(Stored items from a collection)
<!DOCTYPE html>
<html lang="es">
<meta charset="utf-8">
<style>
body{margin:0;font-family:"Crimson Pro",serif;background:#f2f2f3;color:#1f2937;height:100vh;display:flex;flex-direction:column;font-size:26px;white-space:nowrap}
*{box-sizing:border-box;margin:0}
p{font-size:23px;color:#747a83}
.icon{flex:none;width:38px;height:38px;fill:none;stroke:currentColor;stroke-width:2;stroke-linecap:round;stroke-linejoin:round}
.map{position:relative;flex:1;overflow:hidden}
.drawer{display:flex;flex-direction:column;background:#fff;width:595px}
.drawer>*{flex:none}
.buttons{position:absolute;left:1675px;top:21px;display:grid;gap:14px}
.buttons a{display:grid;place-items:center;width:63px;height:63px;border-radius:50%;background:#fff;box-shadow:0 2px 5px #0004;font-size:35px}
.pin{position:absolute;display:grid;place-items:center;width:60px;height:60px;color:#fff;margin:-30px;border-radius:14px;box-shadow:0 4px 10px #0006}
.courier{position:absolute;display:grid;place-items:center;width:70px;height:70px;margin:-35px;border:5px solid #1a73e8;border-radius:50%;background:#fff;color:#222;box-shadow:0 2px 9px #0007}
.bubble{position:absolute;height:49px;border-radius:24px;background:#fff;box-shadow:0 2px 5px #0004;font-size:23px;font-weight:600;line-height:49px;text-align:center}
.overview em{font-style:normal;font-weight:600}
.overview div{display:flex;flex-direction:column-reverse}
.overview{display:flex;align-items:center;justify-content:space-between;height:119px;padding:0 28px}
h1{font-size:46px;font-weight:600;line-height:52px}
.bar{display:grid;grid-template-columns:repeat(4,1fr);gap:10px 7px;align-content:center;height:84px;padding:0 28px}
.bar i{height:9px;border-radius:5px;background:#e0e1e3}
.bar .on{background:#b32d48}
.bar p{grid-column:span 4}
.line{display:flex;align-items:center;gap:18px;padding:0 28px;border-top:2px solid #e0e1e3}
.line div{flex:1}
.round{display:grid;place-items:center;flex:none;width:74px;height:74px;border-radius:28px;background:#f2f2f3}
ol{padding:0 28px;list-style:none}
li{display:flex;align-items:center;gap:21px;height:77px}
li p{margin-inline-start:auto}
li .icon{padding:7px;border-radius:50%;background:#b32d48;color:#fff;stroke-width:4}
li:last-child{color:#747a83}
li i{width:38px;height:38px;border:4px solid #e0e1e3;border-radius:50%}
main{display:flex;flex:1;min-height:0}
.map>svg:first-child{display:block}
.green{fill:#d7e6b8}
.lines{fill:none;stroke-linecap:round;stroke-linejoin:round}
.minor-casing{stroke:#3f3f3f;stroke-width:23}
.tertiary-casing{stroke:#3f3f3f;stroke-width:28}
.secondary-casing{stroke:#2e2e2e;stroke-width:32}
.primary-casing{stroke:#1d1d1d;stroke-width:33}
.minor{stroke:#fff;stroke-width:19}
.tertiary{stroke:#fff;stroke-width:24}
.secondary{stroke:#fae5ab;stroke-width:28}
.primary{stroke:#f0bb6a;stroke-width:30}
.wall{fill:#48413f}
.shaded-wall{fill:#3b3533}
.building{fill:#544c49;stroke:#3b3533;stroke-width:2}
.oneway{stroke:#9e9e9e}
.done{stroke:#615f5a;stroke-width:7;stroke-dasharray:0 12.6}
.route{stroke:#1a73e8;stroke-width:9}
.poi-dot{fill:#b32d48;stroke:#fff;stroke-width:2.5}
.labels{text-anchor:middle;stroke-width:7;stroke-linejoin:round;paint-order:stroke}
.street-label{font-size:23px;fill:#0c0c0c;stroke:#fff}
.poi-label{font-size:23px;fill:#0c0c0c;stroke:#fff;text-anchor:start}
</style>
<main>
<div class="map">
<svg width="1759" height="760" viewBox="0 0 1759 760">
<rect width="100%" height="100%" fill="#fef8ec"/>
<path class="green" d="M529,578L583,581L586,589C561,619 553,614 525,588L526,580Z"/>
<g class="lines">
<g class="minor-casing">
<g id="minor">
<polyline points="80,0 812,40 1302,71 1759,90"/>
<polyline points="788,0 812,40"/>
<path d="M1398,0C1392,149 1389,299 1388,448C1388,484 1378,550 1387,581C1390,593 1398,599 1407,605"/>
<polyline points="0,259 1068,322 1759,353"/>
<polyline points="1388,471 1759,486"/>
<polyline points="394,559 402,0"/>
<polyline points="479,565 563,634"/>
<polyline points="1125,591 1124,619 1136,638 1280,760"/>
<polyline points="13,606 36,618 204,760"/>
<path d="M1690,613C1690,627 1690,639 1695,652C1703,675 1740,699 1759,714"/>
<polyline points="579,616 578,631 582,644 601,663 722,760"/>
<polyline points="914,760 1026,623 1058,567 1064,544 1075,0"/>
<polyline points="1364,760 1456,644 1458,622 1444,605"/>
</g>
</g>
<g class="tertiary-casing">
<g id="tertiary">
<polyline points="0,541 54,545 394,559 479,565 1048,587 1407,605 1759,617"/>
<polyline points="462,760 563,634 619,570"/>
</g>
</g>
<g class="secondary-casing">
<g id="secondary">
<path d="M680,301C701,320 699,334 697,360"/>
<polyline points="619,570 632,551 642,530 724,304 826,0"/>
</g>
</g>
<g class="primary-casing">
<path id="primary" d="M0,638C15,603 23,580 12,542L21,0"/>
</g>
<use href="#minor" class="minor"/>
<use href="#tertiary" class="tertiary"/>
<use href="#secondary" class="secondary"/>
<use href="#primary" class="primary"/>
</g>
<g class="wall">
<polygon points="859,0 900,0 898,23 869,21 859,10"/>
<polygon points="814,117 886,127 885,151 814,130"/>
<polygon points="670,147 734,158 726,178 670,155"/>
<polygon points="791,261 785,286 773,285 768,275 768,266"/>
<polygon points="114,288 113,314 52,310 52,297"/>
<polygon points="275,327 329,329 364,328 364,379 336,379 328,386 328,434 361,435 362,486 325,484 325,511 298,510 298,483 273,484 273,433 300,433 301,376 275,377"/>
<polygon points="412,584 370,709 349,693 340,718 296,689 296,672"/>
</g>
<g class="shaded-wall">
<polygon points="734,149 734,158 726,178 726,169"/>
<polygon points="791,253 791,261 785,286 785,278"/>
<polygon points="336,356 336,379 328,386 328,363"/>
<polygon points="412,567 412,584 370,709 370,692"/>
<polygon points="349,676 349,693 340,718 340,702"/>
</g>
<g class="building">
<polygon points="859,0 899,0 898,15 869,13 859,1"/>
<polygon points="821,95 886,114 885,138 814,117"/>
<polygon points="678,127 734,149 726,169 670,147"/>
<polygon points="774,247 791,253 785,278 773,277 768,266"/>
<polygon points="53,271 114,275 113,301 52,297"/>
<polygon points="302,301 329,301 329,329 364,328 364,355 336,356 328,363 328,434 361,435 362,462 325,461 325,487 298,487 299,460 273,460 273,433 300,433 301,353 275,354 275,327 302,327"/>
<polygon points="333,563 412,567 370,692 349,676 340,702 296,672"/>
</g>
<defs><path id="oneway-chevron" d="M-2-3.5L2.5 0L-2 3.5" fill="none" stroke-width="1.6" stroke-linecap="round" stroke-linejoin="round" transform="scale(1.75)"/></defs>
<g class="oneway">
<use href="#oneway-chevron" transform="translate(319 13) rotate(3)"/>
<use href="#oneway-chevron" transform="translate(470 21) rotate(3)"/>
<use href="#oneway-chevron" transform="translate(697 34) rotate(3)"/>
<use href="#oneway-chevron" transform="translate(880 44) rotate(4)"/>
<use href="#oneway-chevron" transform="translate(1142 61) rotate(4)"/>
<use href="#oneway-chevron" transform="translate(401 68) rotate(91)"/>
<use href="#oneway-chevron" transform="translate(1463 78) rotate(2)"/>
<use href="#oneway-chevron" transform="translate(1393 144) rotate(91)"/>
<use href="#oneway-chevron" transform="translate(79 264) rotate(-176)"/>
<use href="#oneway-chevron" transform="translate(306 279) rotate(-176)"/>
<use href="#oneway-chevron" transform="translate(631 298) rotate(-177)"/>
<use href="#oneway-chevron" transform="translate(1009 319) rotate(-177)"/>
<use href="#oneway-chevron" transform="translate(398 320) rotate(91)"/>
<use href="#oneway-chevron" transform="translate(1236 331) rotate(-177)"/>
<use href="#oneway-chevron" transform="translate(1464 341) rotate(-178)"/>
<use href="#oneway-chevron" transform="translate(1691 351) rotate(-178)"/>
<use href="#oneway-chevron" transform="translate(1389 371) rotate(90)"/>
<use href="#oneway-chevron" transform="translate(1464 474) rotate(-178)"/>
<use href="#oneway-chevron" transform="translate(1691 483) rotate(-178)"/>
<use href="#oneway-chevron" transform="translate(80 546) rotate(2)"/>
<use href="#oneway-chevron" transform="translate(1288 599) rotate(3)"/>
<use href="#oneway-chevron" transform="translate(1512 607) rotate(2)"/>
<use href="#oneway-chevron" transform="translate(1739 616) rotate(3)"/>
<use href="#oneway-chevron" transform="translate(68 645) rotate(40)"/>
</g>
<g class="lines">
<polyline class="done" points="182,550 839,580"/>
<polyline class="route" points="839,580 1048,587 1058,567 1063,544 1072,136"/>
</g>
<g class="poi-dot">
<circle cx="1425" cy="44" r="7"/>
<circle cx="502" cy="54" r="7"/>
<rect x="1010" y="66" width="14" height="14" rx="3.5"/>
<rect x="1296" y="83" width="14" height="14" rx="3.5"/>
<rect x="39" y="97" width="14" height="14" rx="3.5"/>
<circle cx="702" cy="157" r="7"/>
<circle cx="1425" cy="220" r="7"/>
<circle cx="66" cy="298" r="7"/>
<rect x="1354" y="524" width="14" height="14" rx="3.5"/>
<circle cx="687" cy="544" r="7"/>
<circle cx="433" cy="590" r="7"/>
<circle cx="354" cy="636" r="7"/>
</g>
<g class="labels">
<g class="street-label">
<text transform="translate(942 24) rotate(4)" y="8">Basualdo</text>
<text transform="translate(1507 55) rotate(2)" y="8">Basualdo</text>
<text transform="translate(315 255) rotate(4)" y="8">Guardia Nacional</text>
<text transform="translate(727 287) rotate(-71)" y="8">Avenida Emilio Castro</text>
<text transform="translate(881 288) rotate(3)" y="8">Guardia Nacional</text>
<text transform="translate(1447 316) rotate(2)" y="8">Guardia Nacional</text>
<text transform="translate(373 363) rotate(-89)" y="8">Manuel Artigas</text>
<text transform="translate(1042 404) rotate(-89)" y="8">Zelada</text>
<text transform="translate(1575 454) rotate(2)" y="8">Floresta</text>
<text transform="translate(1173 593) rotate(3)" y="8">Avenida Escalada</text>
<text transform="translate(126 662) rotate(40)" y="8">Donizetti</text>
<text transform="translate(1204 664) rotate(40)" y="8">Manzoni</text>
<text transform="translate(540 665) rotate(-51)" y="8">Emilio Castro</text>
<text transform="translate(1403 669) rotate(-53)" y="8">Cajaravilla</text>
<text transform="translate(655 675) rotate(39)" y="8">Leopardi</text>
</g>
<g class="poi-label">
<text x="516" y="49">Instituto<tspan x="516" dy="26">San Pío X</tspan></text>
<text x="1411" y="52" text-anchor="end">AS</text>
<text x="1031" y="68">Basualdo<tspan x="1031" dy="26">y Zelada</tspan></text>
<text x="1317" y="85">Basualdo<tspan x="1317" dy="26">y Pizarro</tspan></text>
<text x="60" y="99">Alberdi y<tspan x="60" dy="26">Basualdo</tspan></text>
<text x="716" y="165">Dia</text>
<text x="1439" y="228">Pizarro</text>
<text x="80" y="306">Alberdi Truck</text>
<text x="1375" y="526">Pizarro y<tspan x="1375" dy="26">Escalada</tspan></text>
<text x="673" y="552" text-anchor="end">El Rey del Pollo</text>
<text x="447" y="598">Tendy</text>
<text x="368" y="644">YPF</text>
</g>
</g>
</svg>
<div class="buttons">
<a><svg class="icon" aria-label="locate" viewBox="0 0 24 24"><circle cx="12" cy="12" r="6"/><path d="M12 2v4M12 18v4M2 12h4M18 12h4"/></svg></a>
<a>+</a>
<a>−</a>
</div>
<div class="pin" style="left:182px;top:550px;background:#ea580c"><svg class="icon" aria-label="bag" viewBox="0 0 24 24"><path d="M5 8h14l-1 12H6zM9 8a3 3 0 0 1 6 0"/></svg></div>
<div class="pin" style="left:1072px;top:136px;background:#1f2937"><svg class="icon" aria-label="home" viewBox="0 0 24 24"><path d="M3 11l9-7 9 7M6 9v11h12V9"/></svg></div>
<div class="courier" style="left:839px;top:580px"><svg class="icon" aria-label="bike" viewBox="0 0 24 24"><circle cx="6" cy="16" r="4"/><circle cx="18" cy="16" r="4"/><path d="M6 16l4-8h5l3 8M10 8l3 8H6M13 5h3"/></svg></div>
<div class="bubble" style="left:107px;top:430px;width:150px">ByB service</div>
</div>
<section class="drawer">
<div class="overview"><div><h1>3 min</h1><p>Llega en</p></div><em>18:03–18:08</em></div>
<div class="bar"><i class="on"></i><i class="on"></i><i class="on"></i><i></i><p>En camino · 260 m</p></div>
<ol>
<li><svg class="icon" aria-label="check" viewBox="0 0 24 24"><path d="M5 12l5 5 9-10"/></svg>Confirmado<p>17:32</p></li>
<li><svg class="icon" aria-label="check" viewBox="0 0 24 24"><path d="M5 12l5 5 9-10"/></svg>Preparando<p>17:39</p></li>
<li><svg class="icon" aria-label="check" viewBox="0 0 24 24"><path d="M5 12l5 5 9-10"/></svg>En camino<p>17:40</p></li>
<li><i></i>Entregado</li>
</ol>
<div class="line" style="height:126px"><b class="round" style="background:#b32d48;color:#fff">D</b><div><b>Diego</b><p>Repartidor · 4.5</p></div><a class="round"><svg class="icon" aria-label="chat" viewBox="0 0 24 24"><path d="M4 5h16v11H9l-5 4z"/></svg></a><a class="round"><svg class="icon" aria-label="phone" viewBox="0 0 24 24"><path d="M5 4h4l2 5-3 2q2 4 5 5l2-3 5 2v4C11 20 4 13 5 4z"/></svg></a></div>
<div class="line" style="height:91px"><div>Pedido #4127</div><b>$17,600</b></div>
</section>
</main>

- _WORK INSTRUCTIONS_: Check each line of the entries above, and show every one holding the word "camino".

- _REPLY_:
<div class="bar"><i class="on"></i><i class="on"></i><i class="on"></i><i></i><p>En camino · 260 m</p></div>
<li><svg class="icon" aria-label="check" viewBox="0 0 24 24"><path d="M5 12l5 5 9-10"/></svg>En camino<p>17:40</p></li>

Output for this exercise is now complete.